The world’s first commercial airline, the St. Petersburg–Tampa Airboat Line, shut down after just three months because it depended on tourist-season demand and a small local subsidy that were never going to sustain year-round operations. The airline launched on January 1, 1914, flew 172 trips across Tampa Bay, carried 1,205 passengers, and quietly closed on March 31 when Florida’s winter tourism season ended.
The story is less about a dramatic collapse and more about a proof-of-concept that worked exactly as long as conditions allowed, then had no path to grow.
How the Airline Worked
The idea came from Paul E. Fansler, a businessman who convinced the city of St. Petersburg to back a scheduled air service across Tampa Bay. The pilot was Tony Jannus, an experienced aviator. The aircraft was a Benoist flying boat, a small open-cockpit plane powered by a 75-horsepower, six-cylinder engine. It carried one passenger at a time, seated right next to the pilot with no enclosure from the wind or spray.
The flight covered roughly 21 miles across the bay. By boat or rail, the same trip between St. Petersburg and Tampa took hours. By air, it took about 23 minutes. That time savings was the entire selling point. Former St. Petersburg mayor A.C. Pheil bought the inaugural ticket at auction, and from that point the airline ran two scheduled round trips daily.
The Financial Problem
Carrying one passenger per flight is not a viable business model, and everyone involved understood this was experimental. The standard ticket price was $5 (roughly $150 in today’s dollars), and the airline never reached profitability. According to the International Air Transport Association’s historical records, the airline came close to breaking even and appeared to be self-sustaining in two of its three months. But it still required subsidies from the local business community ranging between $540 and $1,740 over the course of its run.
That subsidy was modest, but it pointed to a fundamental gap: revenue from one-passenger flights could not cover fuel, maintenance, and a pilot’s wages without outside support. There was no way to scale up without larger aircraft, and the aviation technology of 1914 simply didn’t offer that option at a price a small regional operation could afford.
Why Tourist Season Mattered
St. Petersburg in 1914 was a winter resort town. Its population swelled with visitors from November through March, then emptied out. The airline launched at the peak of that season and rode the wave of curiosity and tourist traffic. Over three months, 1,205 passengers flew a combined 7,000 miles with no crashes or injuries.
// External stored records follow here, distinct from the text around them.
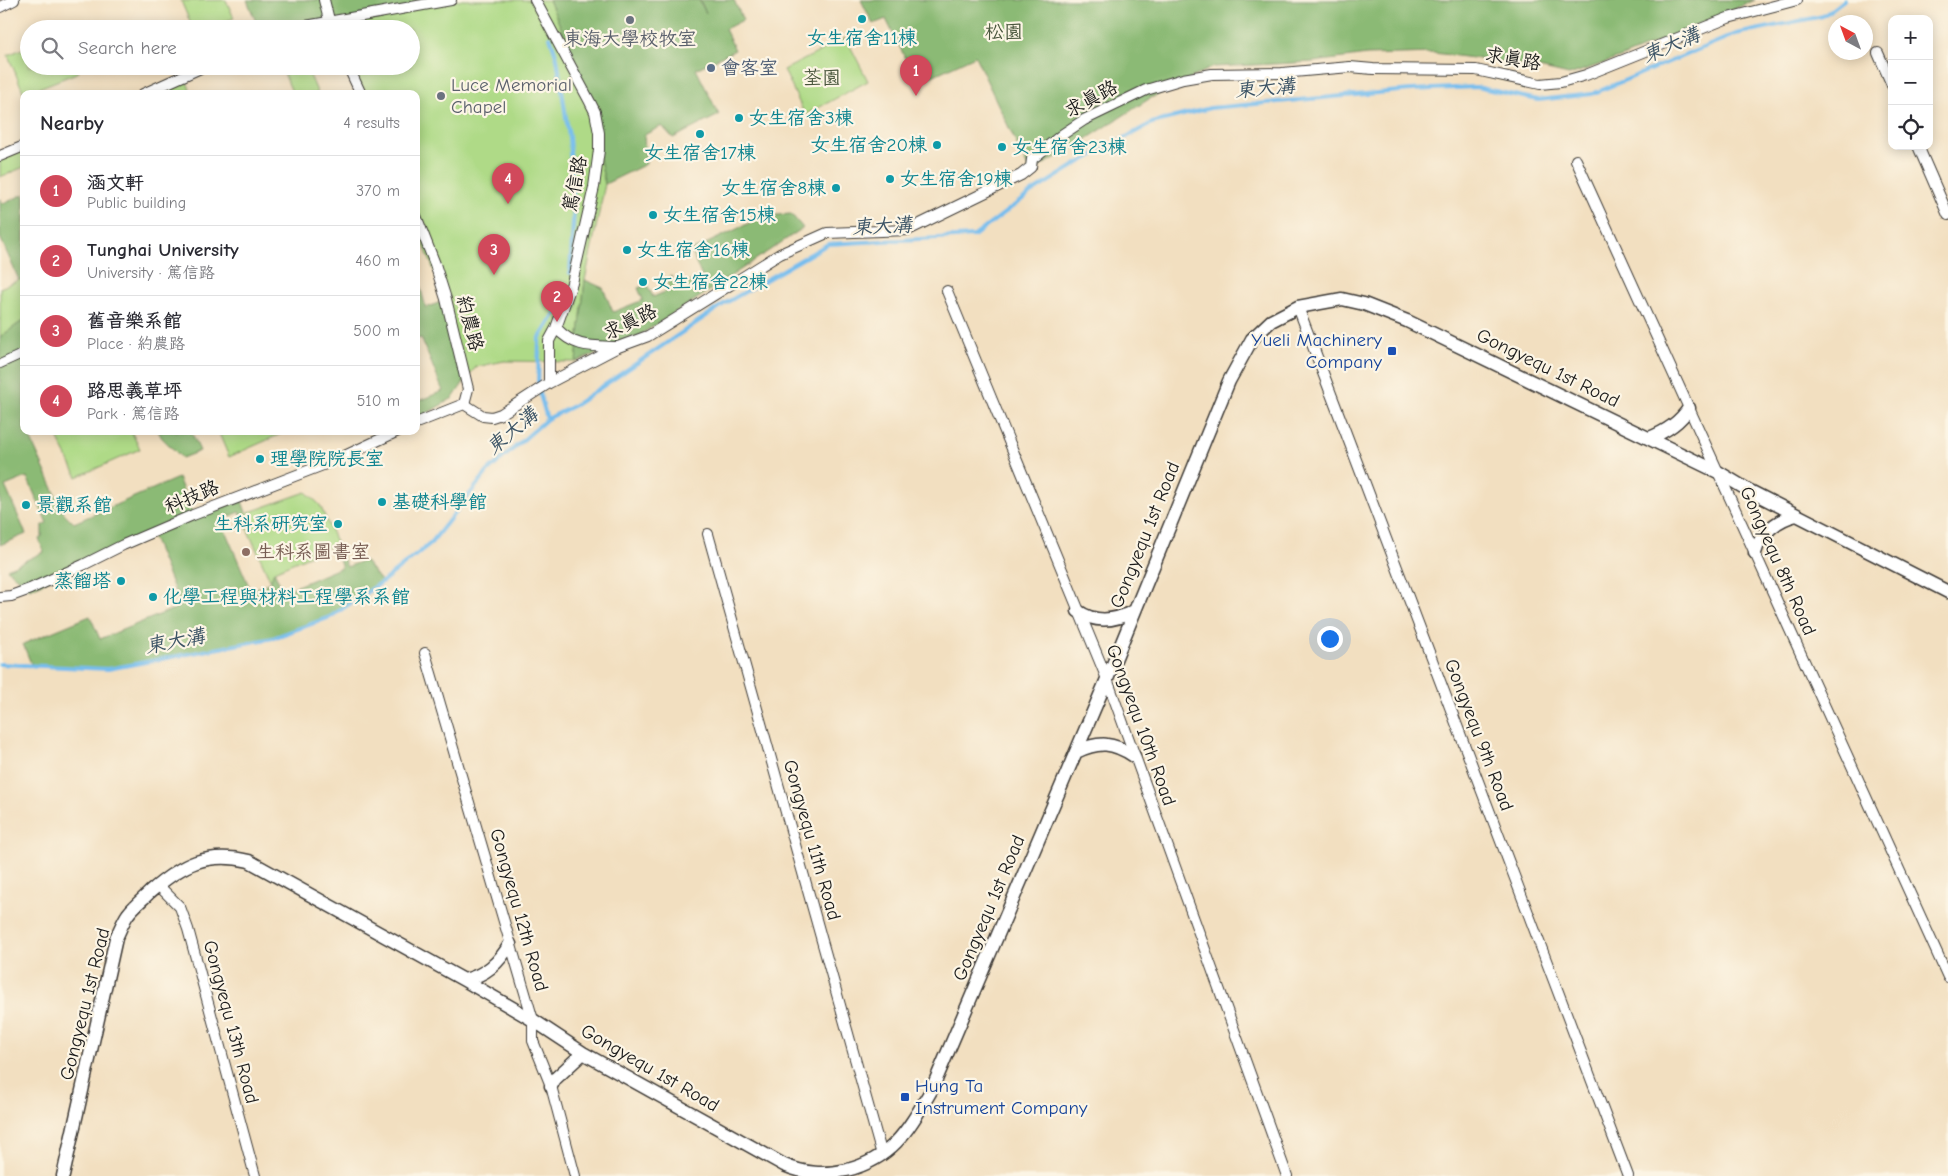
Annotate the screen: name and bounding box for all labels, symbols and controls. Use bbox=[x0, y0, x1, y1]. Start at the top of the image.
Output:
marker: 女生宿舍11棟 bbox=[856, 13, 868, 25]
marker: 東海大學校牧室 bbox=[624, 14, 636, 26]
north arrow bbox=[1828, 15, 1873, 60]
map controls bbox=[1888, 15, 1933, 150]
button: + bbox=[1888, 15, 1933, 60]
search box bbox=[20, 20, 420, 75]
park label: 松園 bbox=[985, 21, 1023, 43]
water label: 東大溝 bbox=[1639, 22, 1705, 67]
place label: 女生宿舍11棟 bbox=[807, 27, 917, 49]
place label: 東海大學校牧室 bbox=[563, 28, 697, 50]
icon: search bbox=[38, 34, 66, 62]
text: Search here bbox=[78, 37, 177, 59]
street label: 求真路 bbox=[1483, 43, 1543, 75]
pin: 1 bbox=[900, 55, 932, 96]
place label: 會客室 bbox=[721, 57, 778, 79]
button: − bbox=[1888, 60, 1933, 105]
marker: 會客室 bbox=[705, 62, 717, 74]
park label: 荃園 bbox=[803, 67, 841, 89]
place label: Luce Memorial Chapel bbox=[451, 74, 572, 118]
water label: 東大溝 bbox=[1234, 74, 1298, 102]
street label: 求真路 bbox=[1061, 76, 1121, 122]
marker: Luce Memorial Chapel bbox=[435, 90, 447, 102]
button: locate bbox=[1888, 105, 1933, 150]
place label: 女生宿舍3棟 bbox=[749, 107, 854, 129]
text: Nearby bbox=[40, 111, 104, 135]
marker: 女生宿舍3棟 bbox=[733, 112, 745, 124]
text: 4 results bbox=[343, 114, 400, 132]
marker: 女生宿舍17棟 bbox=[694, 128, 706, 140]
place label: 女生宿舍20棟 bbox=[810, 134, 927, 156]
place label: 女生宿舍23棟 bbox=[1012, 136, 1127, 158]
marker: 女生宿舍20棟 bbox=[931, 139, 943, 151]
marker: 女生宿舍23棟 bbox=[996, 141, 1008, 153]
place label: 女生宿舍17棟 bbox=[644, 142, 756, 164]
street label: 篤信路 bbox=[559, 154, 591, 214]
pin: 4 bbox=[492, 163, 524, 204]
place label: 女生宿舍19棟 bbox=[900, 168, 1013, 190]
text: 涵文軒 bbox=[87, 172, 144, 194]
marker: 女生宿舍19棟 bbox=[884, 173, 896, 185]
place label: 女生宿舍8棟 bbox=[721, 177, 826, 199]
text: 1 bbox=[53, 182, 59, 200]
text: 370 m bbox=[356, 182, 400, 200]
marker: 女生宿舍8棟 bbox=[830, 182, 842, 194]
text: Public building bbox=[87, 194, 186, 212]
place label: 女生宿舍15棟 bbox=[663, 204, 776, 226]
marker: 女生宿舍15棟 bbox=[647, 209, 659, 221]
water label: 東大溝 bbox=[851, 213, 915, 239]
pin: 3 bbox=[478, 234, 510, 275]
text: Tunghai University bbox=[87, 239, 239, 261]
place label: 女生宿舍16棟 bbox=[637, 239, 750, 261]
marker: 女生宿舍16棟 bbox=[621, 244, 633, 256]
text: 2 bbox=[52, 252, 60, 270]
text: 460 m bbox=[355, 252, 400, 270]
text: University · 篤信路 bbox=[87, 264, 215, 282]
place label: 女生宿舍22棟 bbox=[653, 271, 768, 293]
marker: 女生宿舍22棟 bbox=[637, 276, 649, 288]
pin: 2 bbox=[541, 281, 573, 322]
street label: 約農路 bbox=[452, 293, 488, 353]
street label: 求真路 bbox=[600, 300, 660, 344]
text: 舊音樂系館 bbox=[87, 310, 182, 332]
text: 3 bbox=[52, 322, 60, 340]
text: 500 m bbox=[353, 322, 400, 340]
street label: Gongyequ 1st Road bbox=[1473, 324, 1623, 412]
place label: Yueli Machinery Company bbox=[1251, 329, 1383, 373]
text: Place · 約農路 bbox=[87, 335, 185, 353]
marker: Yueli Machinery Company bbox=[1386, 345, 1398, 357]
text: 路思義草坪 bbox=[87, 380, 182, 402]
text: 4 bbox=[52, 392, 60, 410]
text: 510 m bbox=[357, 392, 400, 410]
water label: 東大溝 bbox=[482, 402, 544, 459]
text: Park · 篤信路 bbox=[87, 405, 179, 423]
place label: 理學院院長室 bbox=[270, 448, 384, 470]
marker: 理學院院長室 bbox=[254, 453, 266, 465]
street label: Gongyequ 1st Road bbox=[1106, 459, 1184, 611]
street label: 科技路 bbox=[161, 476, 223, 518]
street label: Gongyequ 8th Road bbox=[1735, 483, 1821, 639]
place label: 基礎科學館 bbox=[392, 491, 487, 513]
place label: 景觀系館 bbox=[36, 494, 112, 516]
marker: 基礎科學館 bbox=[376, 496, 388, 508]
marker: 景觀系館 bbox=[20, 499, 32, 511]
place label: 生科系研究室 bbox=[214, 513, 328, 535]
marker: 生科系研究室 bbox=[332, 518, 344, 530]
place label: 生科系圖書室 bbox=[256, 541, 370, 563]
marker: 生科系圖書室 bbox=[240, 546, 252, 558]
place label: 蒸餾塔 bbox=[54, 570, 111, 592]
marker: 蒸餾塔 bbox=[115, 575, 127, 587]
place label: 化學工程與材料工程學系系館 bbox=[163, 586, 410, 608]
marker: 化學工程與材料工程學系系館 bbox=[147, 591, 159, 603]
water label: 東大溝 bbox=[143, 624, 209, 658]
your location bbox=[1317, 626, 1343, 652]
street label: Gongyequ 10th Road bbox=[1102, 641, 1180, 809]
street label: Gongyequ 9th Road bbox=[1440, 656, 1518, 814]
street label: Gongyequ 11th Road bbox=[779, 757, 845, 923]
street label: Gongyequ 12th Road bbox=[485, 826, 553, 994]
street label: Gongyequ 1st Road bbox=[948, 832, 1030, 984]
street label: Gongyequ 1st Road bbox=[55, 926, 115, 1082]
street label: Gongyequ 13th Road bbox=[199, 938, 263, 1106]
street label: Gongyequ 1st Road bbox=[577, 1019, 723, 1117]
place label: Hung Ta Instrument Company bbox=[915, 1075, 1088, 1119]
marker: Hung Ta Instrument Company bbox=[899, 1091, 911, 1103]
But as March wound down, so did the customer base. The tourists left, and the year-round population of St. Petersburg was too small to fill even a one-seat plane twice a day. The airline suspended daily operations on March 31, 1914, timed precisely to the end of the season. There was no catastrophic failure, no scandal, no crash. The demand simply disappeared with the warm-weather visitors.
Technology Was the Deeper Constraint
Even if the tourist season had been longer, the airline faced a ceiling that no amount of enthusiasm could raise. A single-passenger open-cockpit flying boat was a novelty, not a transportation system. Passengers sat exposed to the elements, the plane couldn’t fly in poor weather, and the revenue per flight was capped at one fare. To become a real business, the airline would have needed planes that could carry five, ten, or twenty people, and those simply didn’t exist yet.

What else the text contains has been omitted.